WHAT IS EXPECTED: Retrieve each line that contains the word "marker" from the entries below.

Saved data entries
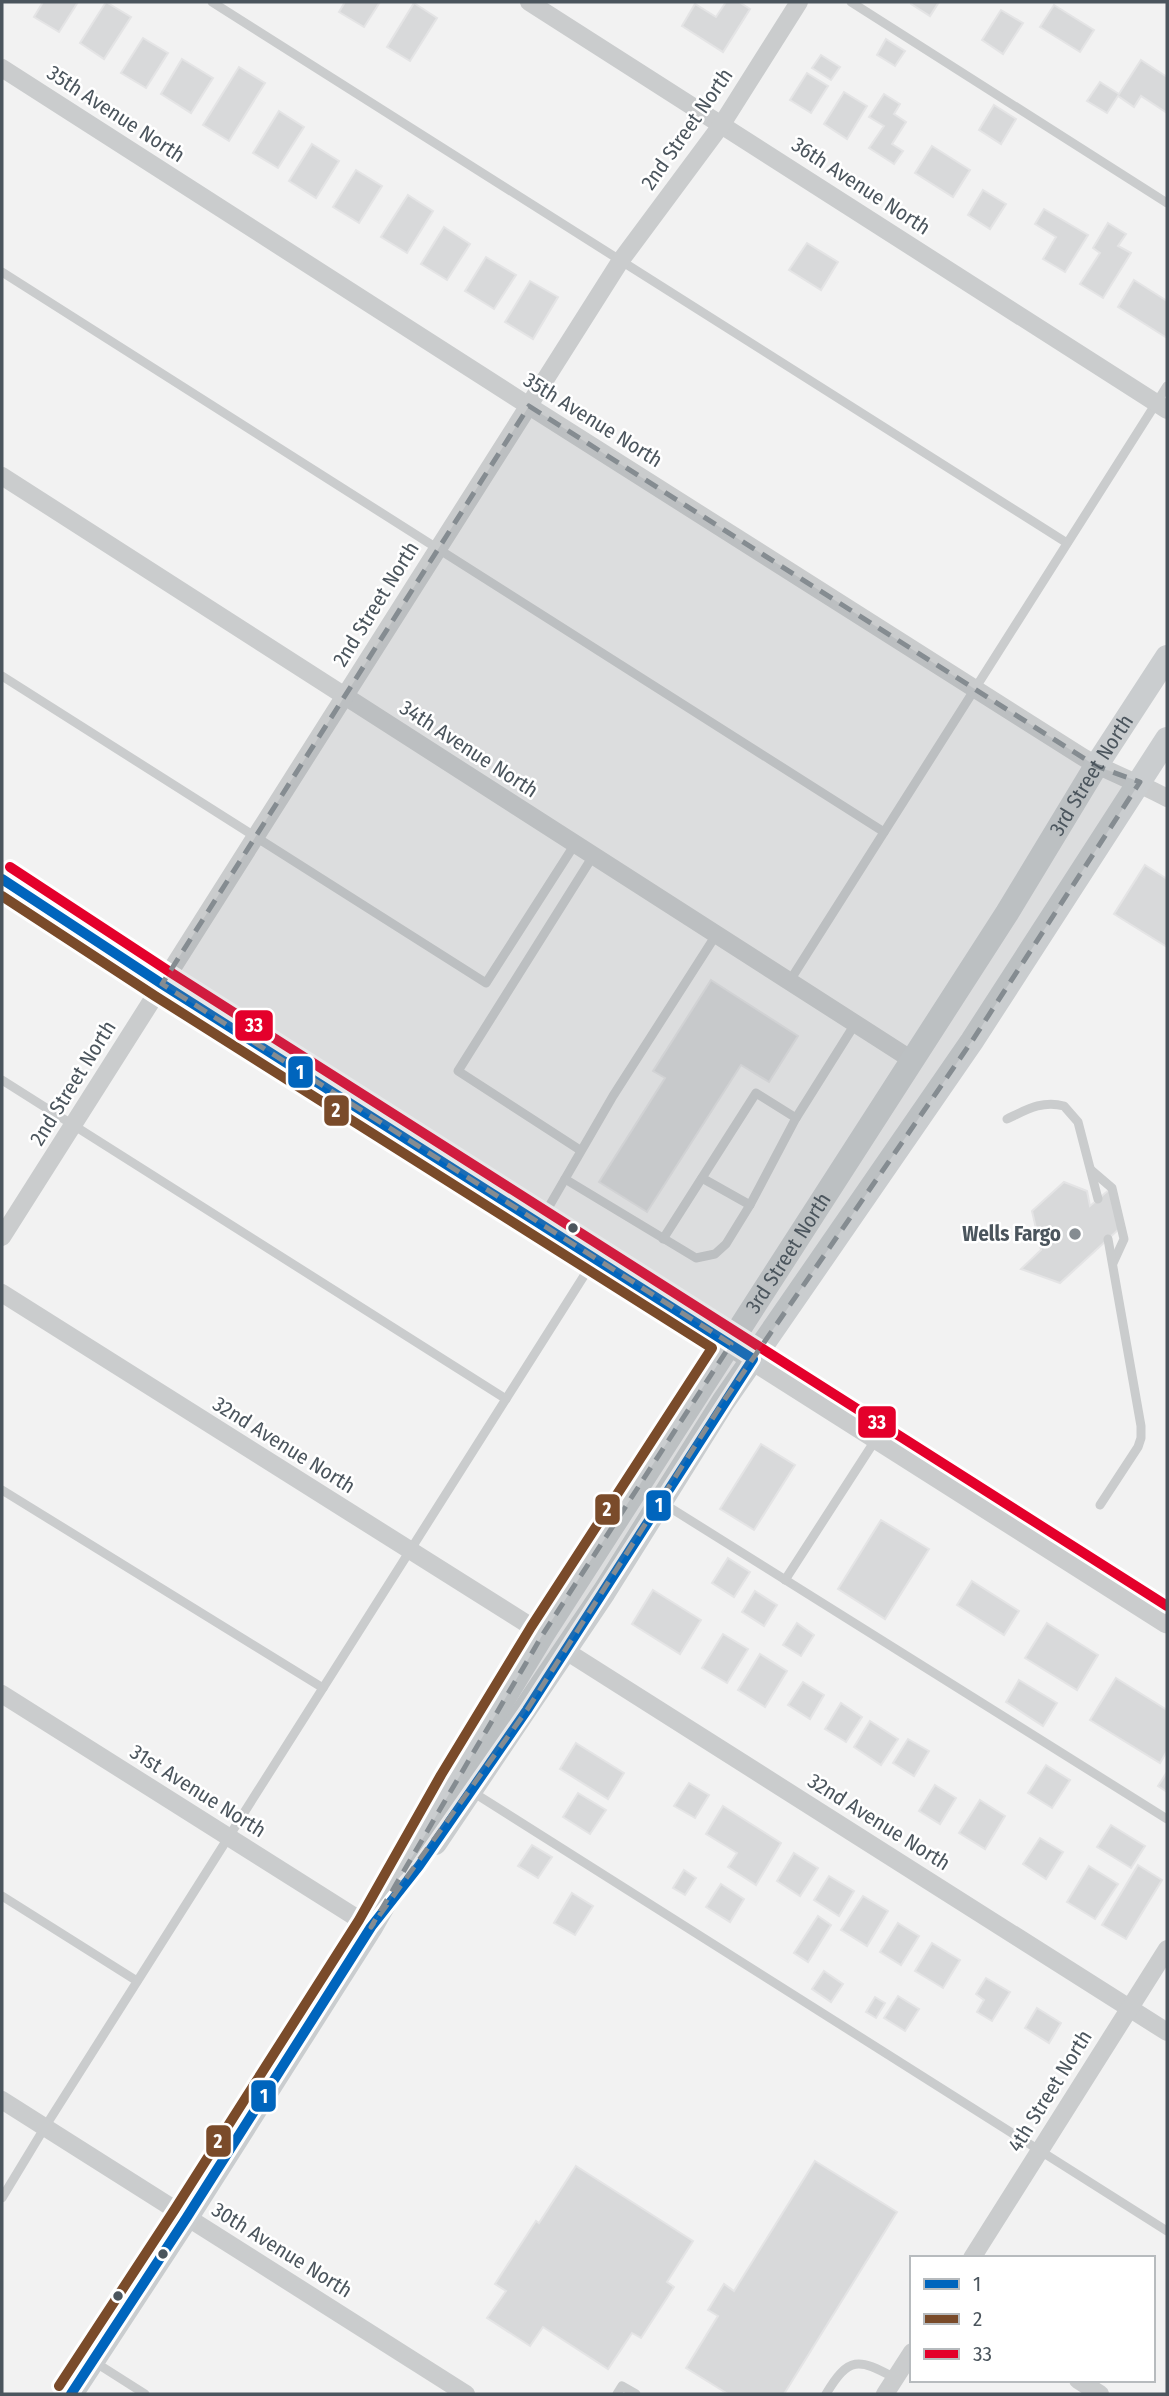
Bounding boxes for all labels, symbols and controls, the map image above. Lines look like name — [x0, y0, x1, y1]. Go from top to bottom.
street label: 35th Avenue North — [42, 60, 190, 168]
street label: 2nd Street North — [636, 63, 738, 195]
street label: 36th Avenue North — [787, 132, 935, 240]
street label: 35th Avenue North — [519, 367, 667, 473]
street label: 2nd Street North — [327, 537, 425, 671]
street label: 34th Avenue North — [395, 695, 543, 803]
street label: 3rd Street North — [1044, 710, 1139, 840]
line badge: 33 — [234, 1009, 274, 1042]
text: 33 — [244, 1014, 263, 1037]
street label: 2nd Street North — [24, 1016, 122, 1150]
line badge: 1 — [287, 1055, 314, 1089]
text: 1 — [296, 1061, 304, 1084]
line badge: 2 — [323, 1094, 350, 1127]
text: 2 — [331, 1099, 341, 1122]
street label: 3rd Street North — [740, 1188, 837, 1318]
unlabelled marker — [566, 1221, 580, 1235]
place label: Wells Fargo — [962, 1221, 1061, 1247]
marker: Wells Fargo — [1067, 1226, 1083, 1242]
street label: 32nd Avenue North — [208, 1391, 360, 1499]
line badge: 33 — [857, 1405, 897, 1439]
text: 33 — [867, 1411, 886, 1434]
line badge: 1 — [645, 1489, 672, 1522]
line badge: 2 — [594, 1493, 621, 1526]
text: 1 — [655, 1494, 663, 1517]
text: 2 — [602, 1498, 612, 1521]
street label: 31st Avenue North — [125, 1739, 271, 1843]
street label: 32nd Avenue North — [803, 1768, 955, 1876]
street label: 4th Street North — [1002, 2025, 1098, 2157]
line badge: 1 — [250, 2079, 277, 2113]
text: 1 — [260, 2085, 268, 2108]
line badge: 2 — [205, 2124, 232, 2158]
text: 2 — [213, 2130, 223, 2153]
street label: 30th Avenue North — [207, 2196, 357, 2304]
unlabelled marker — [156, 2247, 170, 2261]
legend — [910, 2256, 1155, 2382]
text: 1 — [973, 2271, 981, 2297]
unlabelled marker — [111, 2289, 125, 2303]
text: 2 — [973, 2306, 982, 2332]
text: 33 — [973, 2341, 992, 2367]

EXERCISE OUTPUT:
unlabelled marker — [566, 1221, 580, 1235]
marker: Wells Fargo — [1067, 1226, 1083, 1242]
unlabelled marker — [156, 2247, 170, 2261]
unlabelled marker — [111, 2289, 125, 2303]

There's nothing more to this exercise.